From 1952, the scope of Taro's artistic activities began
to expand remarkably. His mosaic mural, Creation, for a
Tokyo Subway station, was the first in a long series of
mosaic and ceramic relief murals, including large-scale
works for several theatres, factories, department stores,
railway stations and other public buildings. He created
twelve complete walls in ceramic relief for the new
Tokyo Town Hall (1956), and a three-sided mosaic
mural for one of the stations of the Tokyo National
Railways (1959).
In 1959, too, Taro first began to create sculpture: his
16 ft. high stone figure Animal was commissioned for a
recreation park in Tokura, northern Japan, that same
year. He also entered the field of stage design during
this year, being responsible for the decor of the opera
Lohengrin presented in the open air at the Tokyo
National Stadium, and two years later, for the Kabuki
drama Totobuki Futari Sambaso at the Toho Theatre.

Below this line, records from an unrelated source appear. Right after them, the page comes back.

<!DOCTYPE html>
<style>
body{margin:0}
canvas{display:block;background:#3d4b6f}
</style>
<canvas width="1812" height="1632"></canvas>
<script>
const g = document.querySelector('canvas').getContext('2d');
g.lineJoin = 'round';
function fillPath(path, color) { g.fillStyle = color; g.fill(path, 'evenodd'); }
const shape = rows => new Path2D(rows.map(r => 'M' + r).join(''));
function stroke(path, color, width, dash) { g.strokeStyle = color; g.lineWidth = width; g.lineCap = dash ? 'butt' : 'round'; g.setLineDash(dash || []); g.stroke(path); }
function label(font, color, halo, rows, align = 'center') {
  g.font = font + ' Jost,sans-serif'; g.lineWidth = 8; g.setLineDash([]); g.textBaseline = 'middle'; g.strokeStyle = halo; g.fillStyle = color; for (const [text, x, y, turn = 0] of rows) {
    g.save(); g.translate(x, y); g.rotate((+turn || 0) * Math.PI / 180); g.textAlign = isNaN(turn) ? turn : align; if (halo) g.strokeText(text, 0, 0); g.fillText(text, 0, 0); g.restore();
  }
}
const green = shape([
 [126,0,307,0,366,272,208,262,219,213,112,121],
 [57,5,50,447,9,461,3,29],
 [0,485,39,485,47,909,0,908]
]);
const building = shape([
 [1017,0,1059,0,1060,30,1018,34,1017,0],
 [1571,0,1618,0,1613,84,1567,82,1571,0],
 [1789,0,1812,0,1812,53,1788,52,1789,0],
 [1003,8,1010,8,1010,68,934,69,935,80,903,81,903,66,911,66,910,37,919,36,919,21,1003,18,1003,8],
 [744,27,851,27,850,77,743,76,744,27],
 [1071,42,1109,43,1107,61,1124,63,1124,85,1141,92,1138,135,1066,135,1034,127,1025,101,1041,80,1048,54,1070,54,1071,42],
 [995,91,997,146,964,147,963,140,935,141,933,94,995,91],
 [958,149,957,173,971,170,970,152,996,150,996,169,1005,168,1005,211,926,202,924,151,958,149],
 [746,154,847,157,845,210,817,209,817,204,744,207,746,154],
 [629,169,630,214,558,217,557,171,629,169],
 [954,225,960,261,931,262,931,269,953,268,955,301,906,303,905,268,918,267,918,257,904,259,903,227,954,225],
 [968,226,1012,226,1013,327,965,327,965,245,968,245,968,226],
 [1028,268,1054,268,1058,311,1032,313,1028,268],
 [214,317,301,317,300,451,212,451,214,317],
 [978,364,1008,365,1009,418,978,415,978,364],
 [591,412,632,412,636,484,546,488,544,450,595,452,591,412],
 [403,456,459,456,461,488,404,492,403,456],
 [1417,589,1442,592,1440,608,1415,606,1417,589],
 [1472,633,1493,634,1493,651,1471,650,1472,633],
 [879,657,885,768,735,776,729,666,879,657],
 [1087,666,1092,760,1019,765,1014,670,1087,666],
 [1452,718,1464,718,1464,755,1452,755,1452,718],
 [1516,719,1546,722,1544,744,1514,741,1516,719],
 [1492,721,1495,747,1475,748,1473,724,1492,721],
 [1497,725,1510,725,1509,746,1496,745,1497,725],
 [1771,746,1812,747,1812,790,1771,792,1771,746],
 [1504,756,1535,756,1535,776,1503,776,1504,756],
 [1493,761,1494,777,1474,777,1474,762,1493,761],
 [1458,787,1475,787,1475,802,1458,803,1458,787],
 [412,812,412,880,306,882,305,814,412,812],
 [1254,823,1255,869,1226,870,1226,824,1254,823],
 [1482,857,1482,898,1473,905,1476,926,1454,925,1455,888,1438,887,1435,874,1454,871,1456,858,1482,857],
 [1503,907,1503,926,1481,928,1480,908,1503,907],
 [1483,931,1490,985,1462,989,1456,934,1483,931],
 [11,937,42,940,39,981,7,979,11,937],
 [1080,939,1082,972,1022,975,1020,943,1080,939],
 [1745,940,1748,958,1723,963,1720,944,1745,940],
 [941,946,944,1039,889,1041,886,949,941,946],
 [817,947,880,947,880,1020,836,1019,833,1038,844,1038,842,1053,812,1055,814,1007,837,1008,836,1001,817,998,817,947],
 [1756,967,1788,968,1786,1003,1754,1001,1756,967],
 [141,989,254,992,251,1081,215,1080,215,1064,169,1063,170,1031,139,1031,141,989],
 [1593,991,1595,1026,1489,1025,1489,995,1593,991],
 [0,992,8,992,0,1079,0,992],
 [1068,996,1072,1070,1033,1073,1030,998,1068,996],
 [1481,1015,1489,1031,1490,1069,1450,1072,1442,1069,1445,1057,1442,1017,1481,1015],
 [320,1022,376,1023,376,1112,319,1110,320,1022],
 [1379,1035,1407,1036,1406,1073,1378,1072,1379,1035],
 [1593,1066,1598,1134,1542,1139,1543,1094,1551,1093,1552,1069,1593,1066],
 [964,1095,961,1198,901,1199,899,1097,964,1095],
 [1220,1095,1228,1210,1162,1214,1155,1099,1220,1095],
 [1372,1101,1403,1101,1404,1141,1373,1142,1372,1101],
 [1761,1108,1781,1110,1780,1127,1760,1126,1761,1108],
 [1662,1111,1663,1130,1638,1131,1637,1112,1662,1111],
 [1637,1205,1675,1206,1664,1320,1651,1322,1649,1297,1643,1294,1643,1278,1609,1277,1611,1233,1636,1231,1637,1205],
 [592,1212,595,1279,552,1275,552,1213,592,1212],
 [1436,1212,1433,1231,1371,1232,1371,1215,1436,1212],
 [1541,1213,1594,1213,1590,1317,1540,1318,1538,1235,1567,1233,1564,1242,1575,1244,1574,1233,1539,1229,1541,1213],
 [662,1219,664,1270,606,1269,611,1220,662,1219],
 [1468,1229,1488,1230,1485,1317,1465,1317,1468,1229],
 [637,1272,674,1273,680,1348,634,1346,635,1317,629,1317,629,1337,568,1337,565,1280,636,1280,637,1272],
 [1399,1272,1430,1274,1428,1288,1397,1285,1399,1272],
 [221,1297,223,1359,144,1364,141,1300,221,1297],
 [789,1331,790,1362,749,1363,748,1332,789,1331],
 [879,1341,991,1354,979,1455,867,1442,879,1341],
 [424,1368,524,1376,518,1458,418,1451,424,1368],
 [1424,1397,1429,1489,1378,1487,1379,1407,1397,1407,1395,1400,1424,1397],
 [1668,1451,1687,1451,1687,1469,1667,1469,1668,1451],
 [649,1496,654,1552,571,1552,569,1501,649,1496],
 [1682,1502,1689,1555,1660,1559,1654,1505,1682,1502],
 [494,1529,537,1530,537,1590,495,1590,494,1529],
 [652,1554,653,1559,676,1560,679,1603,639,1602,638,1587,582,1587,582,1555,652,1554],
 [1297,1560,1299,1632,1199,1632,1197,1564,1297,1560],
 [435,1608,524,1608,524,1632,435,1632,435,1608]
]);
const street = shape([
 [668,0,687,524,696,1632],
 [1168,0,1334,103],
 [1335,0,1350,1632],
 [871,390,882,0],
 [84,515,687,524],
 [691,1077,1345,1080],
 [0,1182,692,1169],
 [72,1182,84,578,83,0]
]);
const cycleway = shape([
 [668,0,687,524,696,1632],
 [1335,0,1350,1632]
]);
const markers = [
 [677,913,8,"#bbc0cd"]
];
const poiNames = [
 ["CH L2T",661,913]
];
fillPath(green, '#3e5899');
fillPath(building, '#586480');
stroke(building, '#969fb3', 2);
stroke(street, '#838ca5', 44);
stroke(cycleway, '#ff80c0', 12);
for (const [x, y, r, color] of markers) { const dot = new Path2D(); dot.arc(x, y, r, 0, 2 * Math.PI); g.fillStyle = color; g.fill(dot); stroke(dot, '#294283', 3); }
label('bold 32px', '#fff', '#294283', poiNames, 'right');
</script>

Just before leaving on a long voyage in 1963 which
took him through France, Italy, the United States and
Mexico, Taro completed two separate projects. He
created a soaring, tenderly poetic sculptural monument
to his mother, Kanoko, which was set up in November
1962 on a hill overlooking the river Tamajawa in the
region where she had been born. And, in a more
frivolous spirit, he designed a 100 ft. high aluminium
monolith which was erected at Christmas time (a
festival celebrated by Japanese Shintoists and Budd
hists with great glee) in the huge square fronting
Tokyo's lkebukoro Station-a glorious, gleaming
Merry Pole (as he named it) cunningly illuminated
from within, a marvellous, magical apparition at night.